Ugh, those emails from kidnappers reek of that smarmy tone 4channers take when they’re trying to sound “serious”.
They’re also freaking long-winded. There has to be a news site that’s summarized it well…
(For instance, this one is mercifully much shorter, but leaves out many of the details that make the case so unusual…)
It was long-winded, but worth the one-hour read. Better than a lot of fiction I’ve read, and way more interesting due to allegedly being not fiction. It’s my favorite link to come out of these links posts, yet I can’t share it with anybody because its too long to link to friends and expect them to read it.
I’m confused by the discovery of one of them – I can imagine him suffering enough stress to panic and do something stupid like attempt a repeat shoddy kidnapping, but they stated that they destroyed most of their gear yet the stuff was found in his own home?
I don’t get what you mean by smarmy tone. To me it read normally, but then I’m a channer so what do I know.
I would like to explain, but that would involve digging for examples of channer-written “serious” texts and retyping from screenshots, both of which are tedious. So, I’ll just describe how it comes across to me: it’s like they’re trying way harder to impress an imaginary audience than to do anything more relevant (e.g., convey information).
It’s an OK tone for communicating with the Scientology cult, but in more normal contexts it feels out of place.
Most of the stuff in the emails was made up. See:
http://sfist.com/2015/09/02/accused_vallejo_kidnapper_matthew_m.php
Thanks.
Thank you very much. All of the supposed “letters” were ringing some kind of bell in my head and I couldn’t figure out if it was the False Flagging SJWs “Opening Up The Conversation” bell or the Creepy Stalker Obsessed With Victim bell.
Just summarizing that story as “Milo Yiannopolous says Milo Yiannopolous is the only decent tech journalist left” criminally undercredits it.
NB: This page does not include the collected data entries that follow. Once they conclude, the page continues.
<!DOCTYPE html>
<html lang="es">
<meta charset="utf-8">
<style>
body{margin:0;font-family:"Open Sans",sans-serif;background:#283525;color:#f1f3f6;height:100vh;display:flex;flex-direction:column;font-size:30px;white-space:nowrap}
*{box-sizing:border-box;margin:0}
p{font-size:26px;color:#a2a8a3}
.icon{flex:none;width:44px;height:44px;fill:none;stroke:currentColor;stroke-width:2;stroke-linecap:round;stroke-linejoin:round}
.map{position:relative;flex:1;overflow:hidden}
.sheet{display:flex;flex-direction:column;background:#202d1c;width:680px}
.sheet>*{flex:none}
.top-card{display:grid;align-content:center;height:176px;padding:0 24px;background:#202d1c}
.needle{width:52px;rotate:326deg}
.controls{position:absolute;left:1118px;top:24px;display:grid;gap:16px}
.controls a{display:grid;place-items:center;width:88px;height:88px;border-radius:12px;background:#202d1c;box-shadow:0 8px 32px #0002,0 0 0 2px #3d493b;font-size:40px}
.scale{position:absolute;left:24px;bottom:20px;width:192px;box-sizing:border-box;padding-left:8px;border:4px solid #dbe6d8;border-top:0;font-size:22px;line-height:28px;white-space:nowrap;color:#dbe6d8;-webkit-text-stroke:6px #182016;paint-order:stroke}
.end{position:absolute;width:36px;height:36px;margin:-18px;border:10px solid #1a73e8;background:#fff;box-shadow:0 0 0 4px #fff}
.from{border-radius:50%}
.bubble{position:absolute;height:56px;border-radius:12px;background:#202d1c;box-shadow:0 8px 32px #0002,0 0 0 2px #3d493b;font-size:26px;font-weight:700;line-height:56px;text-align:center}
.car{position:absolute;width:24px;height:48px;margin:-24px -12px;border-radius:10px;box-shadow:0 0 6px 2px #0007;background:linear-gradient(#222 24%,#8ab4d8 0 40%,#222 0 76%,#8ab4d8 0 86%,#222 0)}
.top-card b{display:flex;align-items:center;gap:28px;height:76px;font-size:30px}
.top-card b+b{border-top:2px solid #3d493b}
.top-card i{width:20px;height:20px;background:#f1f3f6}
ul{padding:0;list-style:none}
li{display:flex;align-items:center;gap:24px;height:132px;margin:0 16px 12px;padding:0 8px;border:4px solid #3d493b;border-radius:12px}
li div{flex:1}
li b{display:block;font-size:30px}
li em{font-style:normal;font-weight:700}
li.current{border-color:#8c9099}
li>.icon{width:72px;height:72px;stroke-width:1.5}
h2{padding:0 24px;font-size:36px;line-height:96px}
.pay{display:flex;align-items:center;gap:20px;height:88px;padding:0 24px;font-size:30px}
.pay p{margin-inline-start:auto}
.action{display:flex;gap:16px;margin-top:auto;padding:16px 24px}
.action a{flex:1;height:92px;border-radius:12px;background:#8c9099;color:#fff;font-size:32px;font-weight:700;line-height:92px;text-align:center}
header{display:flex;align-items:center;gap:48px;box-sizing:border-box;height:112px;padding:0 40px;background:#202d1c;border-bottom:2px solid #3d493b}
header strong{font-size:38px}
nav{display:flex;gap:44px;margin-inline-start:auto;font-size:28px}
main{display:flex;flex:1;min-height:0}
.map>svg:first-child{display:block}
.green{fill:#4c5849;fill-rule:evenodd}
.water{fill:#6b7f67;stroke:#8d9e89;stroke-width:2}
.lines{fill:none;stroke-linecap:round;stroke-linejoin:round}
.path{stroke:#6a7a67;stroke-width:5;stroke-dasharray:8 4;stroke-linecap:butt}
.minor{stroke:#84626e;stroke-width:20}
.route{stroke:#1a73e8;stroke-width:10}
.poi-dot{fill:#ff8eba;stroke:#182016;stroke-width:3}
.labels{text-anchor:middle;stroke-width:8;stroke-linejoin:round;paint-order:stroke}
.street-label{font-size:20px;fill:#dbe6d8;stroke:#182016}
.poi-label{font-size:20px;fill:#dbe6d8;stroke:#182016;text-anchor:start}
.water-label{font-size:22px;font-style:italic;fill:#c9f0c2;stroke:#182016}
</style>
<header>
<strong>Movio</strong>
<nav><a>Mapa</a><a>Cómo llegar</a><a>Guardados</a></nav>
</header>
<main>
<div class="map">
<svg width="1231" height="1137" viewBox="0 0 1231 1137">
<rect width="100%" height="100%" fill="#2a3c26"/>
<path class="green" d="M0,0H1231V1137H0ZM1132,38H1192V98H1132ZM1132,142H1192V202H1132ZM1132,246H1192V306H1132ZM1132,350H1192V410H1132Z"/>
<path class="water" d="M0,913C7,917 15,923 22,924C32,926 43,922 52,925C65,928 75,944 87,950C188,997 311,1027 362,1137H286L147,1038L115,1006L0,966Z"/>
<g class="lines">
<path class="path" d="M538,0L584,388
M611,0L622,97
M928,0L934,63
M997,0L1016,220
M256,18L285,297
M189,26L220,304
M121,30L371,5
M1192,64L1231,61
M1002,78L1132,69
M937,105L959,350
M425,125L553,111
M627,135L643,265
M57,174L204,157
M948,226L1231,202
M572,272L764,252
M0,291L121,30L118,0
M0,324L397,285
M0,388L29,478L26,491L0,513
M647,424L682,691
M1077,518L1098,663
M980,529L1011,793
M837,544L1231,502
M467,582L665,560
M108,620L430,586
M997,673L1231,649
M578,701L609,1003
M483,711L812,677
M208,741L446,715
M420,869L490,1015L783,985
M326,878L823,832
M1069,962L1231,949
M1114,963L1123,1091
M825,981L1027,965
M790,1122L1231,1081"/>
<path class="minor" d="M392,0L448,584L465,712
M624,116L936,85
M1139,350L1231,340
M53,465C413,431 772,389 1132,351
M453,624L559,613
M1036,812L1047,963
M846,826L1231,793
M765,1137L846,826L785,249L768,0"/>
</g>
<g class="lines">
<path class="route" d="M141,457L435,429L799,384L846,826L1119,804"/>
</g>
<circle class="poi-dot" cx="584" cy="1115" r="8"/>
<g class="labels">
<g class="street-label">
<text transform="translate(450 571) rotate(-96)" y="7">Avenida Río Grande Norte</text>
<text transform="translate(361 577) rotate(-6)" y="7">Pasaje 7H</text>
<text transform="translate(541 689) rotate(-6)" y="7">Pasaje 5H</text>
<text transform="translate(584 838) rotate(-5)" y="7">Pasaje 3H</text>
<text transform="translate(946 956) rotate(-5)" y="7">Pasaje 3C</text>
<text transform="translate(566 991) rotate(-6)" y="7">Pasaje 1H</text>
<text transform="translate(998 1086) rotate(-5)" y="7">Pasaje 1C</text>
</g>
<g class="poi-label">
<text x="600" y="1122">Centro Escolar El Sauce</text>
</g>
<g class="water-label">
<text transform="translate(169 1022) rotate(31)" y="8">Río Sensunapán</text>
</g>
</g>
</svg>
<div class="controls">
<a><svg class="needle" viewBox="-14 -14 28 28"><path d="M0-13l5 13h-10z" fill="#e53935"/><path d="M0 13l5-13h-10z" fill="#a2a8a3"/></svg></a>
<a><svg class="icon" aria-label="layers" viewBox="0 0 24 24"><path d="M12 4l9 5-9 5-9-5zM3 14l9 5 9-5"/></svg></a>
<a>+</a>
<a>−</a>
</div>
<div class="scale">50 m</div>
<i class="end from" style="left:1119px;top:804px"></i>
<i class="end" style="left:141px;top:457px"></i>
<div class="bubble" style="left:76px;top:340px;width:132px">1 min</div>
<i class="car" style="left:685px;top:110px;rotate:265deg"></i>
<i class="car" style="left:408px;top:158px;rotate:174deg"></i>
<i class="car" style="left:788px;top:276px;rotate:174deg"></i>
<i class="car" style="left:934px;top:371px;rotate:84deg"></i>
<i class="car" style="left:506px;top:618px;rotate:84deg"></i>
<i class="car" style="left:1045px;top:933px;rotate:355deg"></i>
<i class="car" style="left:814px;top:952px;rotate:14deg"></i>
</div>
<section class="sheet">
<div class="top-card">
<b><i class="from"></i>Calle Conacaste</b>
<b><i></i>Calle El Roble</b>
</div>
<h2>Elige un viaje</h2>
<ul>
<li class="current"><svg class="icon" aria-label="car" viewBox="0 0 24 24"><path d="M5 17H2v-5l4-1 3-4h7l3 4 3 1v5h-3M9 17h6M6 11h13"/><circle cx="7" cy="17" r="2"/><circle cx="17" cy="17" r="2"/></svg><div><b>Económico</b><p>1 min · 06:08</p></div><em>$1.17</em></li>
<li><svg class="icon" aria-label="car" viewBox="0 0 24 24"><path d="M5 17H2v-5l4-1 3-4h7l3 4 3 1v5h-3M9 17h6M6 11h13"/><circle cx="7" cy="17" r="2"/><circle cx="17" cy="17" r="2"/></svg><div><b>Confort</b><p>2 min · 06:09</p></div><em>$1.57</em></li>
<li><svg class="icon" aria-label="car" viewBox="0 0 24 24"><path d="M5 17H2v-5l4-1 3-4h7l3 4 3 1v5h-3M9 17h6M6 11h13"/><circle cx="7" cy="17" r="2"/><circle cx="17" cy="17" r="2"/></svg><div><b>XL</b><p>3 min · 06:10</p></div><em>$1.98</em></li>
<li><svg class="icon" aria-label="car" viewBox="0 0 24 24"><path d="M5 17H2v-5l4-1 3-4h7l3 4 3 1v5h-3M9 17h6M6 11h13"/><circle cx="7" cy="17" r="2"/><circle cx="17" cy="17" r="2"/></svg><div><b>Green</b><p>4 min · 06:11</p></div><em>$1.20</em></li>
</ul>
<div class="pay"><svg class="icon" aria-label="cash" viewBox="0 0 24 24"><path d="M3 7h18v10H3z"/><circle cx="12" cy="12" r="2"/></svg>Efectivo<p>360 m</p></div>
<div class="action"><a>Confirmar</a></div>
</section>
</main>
First, he has a point, in that the subject of the story is the UN Women report on “cyberviolence against women”, that other tech journalists were talking about, and somehow none of them noticed that this report was an absolute disasterpiece. So Yiannopolous is asking, very fairly given the context, “How in God’s name am I the first one to be talking about this? Why am I the only one who read it?” The story is less “Yiannopolous reports Yiannopolous is fantastic, wonderful tech journalist with pleasing scent” and more “Yiannopolous reports Yiannopolous is only tech journalist who did not fuck up so badly as to get his penis stuck in a toaster.” If everyone around you has their dick stuck in a toaster, I think you get to say you are the most competent person there.
Second, reporting it as just “Yiannopolous says Yiannopolous is best tech journalist” tries to act as though his self-conception is the entire story, and not the utter catastrophe that is the “cyber violence against women” report.